▶ [YOUR TASK]: What is needed is an exact repetition of the lines from the first one in the data through the line with "Please mark all", with no pictures.

Saved entries
┄┄┄┄┄┄

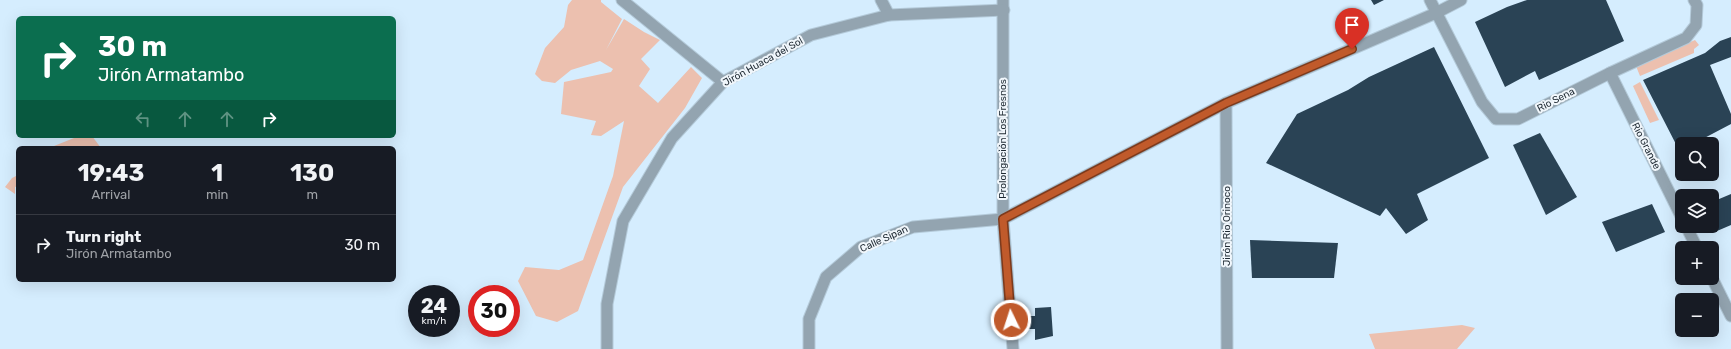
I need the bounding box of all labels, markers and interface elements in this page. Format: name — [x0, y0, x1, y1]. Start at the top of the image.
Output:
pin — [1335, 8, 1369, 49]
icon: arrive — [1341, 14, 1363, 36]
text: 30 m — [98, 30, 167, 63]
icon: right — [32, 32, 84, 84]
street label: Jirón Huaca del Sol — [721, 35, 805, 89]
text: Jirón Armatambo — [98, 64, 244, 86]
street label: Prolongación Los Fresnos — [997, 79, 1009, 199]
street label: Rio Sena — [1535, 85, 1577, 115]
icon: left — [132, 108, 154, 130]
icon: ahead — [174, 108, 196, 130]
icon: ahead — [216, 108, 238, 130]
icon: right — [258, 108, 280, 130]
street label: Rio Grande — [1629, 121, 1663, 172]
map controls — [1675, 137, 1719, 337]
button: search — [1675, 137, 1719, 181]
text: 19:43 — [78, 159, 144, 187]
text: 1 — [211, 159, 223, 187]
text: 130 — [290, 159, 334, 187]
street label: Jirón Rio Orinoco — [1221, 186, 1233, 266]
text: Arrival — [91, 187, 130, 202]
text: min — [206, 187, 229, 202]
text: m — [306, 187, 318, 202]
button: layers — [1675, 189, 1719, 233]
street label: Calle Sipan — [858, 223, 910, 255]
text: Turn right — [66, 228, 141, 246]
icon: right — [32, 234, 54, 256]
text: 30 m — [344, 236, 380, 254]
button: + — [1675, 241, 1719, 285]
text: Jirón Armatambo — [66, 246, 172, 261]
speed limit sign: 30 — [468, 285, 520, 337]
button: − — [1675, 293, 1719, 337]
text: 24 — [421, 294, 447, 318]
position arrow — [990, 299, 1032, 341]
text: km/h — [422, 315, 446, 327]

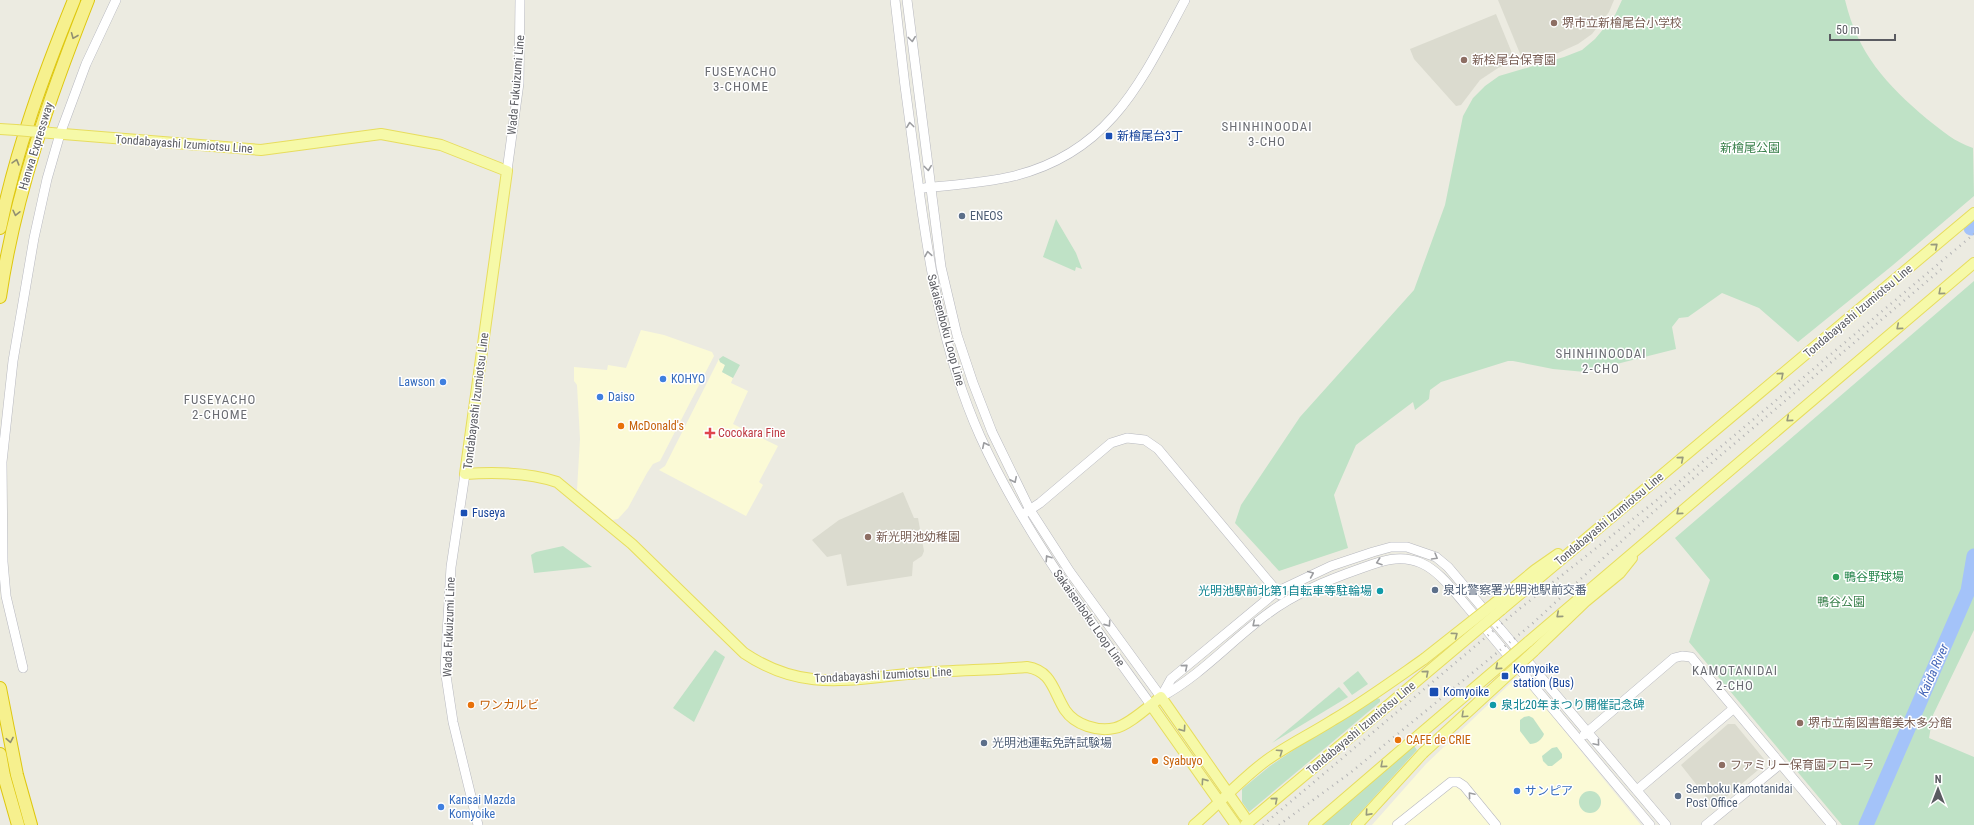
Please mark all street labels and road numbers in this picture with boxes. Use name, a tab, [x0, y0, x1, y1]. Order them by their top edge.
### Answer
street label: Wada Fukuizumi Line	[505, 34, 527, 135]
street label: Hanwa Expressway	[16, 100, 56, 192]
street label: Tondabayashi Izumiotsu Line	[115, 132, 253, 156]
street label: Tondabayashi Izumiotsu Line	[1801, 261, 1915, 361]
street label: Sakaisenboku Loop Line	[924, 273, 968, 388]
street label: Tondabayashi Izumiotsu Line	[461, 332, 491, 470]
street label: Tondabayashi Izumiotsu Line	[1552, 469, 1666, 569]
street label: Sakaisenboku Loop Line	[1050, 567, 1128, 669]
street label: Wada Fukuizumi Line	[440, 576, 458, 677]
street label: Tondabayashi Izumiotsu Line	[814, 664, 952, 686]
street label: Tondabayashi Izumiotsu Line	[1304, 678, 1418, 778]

┄┄┄┄┄┄

▶ [RESPONSE]:
I need the bounding box of all labels, markers and interface elements in this page. Format: name — [x0, y0, x1, y1]. Start at the top of the image.
Output:
pin — [1335, 8, 1369, 49]
icon: arrive — [1341, 14, 1363, 36]
text: 30 m — [98, 30, 167, 63]
icon: right — [32, 32, 84, 84]
street label: Jirón Huaca del Sol — [721, 35, 805, 89]
text: Jirón Armatambo — [98, 64, 244, 86]
street label: Prolongación Los Fresnos — [997, 79, 1009, 199]
street label: Rio Sena — [1535, 85, 1577, 115]
icon: left — [132, 108, 154, 130]
icon: ahead — [174, 108, 196, 130]
icon: ahead — [216, 108, 238, 130]
icon: right — [258, 108, 280, 130]
street label: Rio Grande — [1629, 121, 1663, 172]
map controls — [1675, 137, 1719, 337]
button: search — [1675, 137, 1719, 181]
text: 19:43 — [78, 159, 144, 187]
text: 1 — [211, 159, 223, 187]
text: 130 — [290, 159, 334, 187]
street label: Jirón Rio Orinoco — [1221, 186, 1233, 266]
text: Arrival — [91, 187, 130, 202]
text: min — [206, 187, 229, 202]
text: m — [306, 187, 318, 202]
button: layers — [1675, 189, 1719, 233]
street label: Calle Sipan — [858, 223, 910, 255]
text: Turn right — [66, 228, 141, 246]
icon: right — [32, 234, 54, 256]
text: 30 m — [344, 236, 380, 254]
button: + — [1675, 241, 1719, 285]
text: Jirón Armatambo — [66, 246, 172, 261]
speed limit sign: 30 — [468, 285, 520, 337]
button: − — [1675, 293, 1719, 337]
text: 24 — [421, 294, 447, 318]
position arrow — [990, 299, 1032, 341]
text: km/h — [422, 315, 446, 327]

Please mark all street labels and road numbers in this picture with boxes. Use name, a tab, [x0, y0, x1, y1]. Order them by their top edge.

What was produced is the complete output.